Raccontai la mia storia e lui mi disse di non piangere, “Chi gioca a carte prima o poi si brucia” disse sorridendo come uno che conosce il gioco della vita, poi tirò fuori la chitarra e il mandolino e suonò solo per me un brano indimenticabile. Il mio sarto partì per Palermo con una macchina di piazza, per recarsi nella lontana Merica e mantenne la parola così come aveva promesso. Se perdo questa partita a carte vado via per sempre da questo paese aveva detto a tutti. Durante il viaggio disse solo poche parole all’inizio. Quel giorno fuori pioveva a dirotto e le campane suonavano a morto. Fumò una sigaretta e guardando la cupola e la bellezza della chiesa Madrice sorrise e rivolgendosi mestamente all’autista disse: “Con le carte mi potrò sempre rifare, per la morte c’è tempo”!
La vita di quella piazza mi attraeva, sempre viva e piena di gente sorridente, con le mani piene di oggetti, con una chiesa maestosa, la banca, il negozio di stoffe di Simone, la farmacia Bongiorno, una gioielleria e i dodici Apostoli così come la gente chiamava affettuosamente gli autisti di piazza che erano come le persone di famiglia e venivano chiamati per nome uno per uno.

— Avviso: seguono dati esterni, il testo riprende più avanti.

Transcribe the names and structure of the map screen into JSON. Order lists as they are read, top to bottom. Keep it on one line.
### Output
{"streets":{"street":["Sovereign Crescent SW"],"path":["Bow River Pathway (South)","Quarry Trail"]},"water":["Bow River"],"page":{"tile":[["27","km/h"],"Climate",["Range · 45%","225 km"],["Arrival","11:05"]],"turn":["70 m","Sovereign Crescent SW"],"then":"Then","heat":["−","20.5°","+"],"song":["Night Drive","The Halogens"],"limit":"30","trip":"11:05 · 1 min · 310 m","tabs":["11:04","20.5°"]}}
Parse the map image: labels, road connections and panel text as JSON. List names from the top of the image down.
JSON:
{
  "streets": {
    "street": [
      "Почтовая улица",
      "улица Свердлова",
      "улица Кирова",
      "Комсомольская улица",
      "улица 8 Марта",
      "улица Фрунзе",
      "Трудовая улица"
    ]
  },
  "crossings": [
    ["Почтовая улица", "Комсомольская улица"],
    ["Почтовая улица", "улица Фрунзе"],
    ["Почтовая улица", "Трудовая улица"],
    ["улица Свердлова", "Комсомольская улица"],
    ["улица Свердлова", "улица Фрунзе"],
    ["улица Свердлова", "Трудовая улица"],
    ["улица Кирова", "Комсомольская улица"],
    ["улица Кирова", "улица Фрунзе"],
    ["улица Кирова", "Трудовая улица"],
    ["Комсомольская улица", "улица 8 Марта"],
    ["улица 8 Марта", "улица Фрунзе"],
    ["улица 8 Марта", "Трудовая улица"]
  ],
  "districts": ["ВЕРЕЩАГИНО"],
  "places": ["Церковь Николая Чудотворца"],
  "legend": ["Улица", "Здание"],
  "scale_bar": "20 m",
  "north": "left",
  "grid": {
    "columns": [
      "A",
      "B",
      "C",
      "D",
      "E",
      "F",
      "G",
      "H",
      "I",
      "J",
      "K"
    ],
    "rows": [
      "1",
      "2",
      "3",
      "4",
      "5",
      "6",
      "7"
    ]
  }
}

Gli Apostoli iniziavano il loro lavoro alle prime luci dell’alba. Allora andare ad Agrigento costava cento lire, un biglietto di sola andata. In quei tempi per stabilire chi doveva partire per primo si diceva:- “Cu è avanti macina”. Gli autisti di piazza erano amici e buontemponi, uno più spiritoso dell’altro. Se il regista Mario Monicelli li avesse conosciuti avrebbe potuto girare il seguito di “Amici miei”.
Per portare i lettori di Sicilia On Press in questo viaggio nel tempo dell’infanzia e dei ricordi mi sono avvalso della collaborazione di quattro figli d’arte. Ecco le loro testimonianze.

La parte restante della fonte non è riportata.